━━━ The input ━━━

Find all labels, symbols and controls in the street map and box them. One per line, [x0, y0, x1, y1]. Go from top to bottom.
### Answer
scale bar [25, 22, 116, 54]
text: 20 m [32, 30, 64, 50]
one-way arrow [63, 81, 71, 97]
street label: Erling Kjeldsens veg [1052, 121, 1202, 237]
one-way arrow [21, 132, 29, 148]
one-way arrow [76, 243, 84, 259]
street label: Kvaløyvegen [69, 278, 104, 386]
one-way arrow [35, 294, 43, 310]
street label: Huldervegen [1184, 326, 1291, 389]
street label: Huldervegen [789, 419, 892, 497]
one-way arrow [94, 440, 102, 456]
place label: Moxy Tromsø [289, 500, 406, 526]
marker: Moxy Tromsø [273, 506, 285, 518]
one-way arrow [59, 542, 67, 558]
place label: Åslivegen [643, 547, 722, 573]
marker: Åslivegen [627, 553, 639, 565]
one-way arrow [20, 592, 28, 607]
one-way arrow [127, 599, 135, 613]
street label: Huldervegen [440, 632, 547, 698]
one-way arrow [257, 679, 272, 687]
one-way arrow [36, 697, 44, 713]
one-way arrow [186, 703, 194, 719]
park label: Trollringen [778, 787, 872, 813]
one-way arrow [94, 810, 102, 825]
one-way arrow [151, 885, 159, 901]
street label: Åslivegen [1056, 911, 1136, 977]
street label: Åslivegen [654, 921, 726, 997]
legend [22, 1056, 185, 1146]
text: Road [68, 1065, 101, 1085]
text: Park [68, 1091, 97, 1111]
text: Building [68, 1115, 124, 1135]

━━━

| Task to complete |
Return all lines in the entries above that carry the word "text".

| Output for this exercise |
text: 20 m [32, 30, 64, 50]
text: Road [68, 1065, 101, 1085]
text: Park [68, 1091, 97, 1111]
text: Building [68, 1115, 124, 1135]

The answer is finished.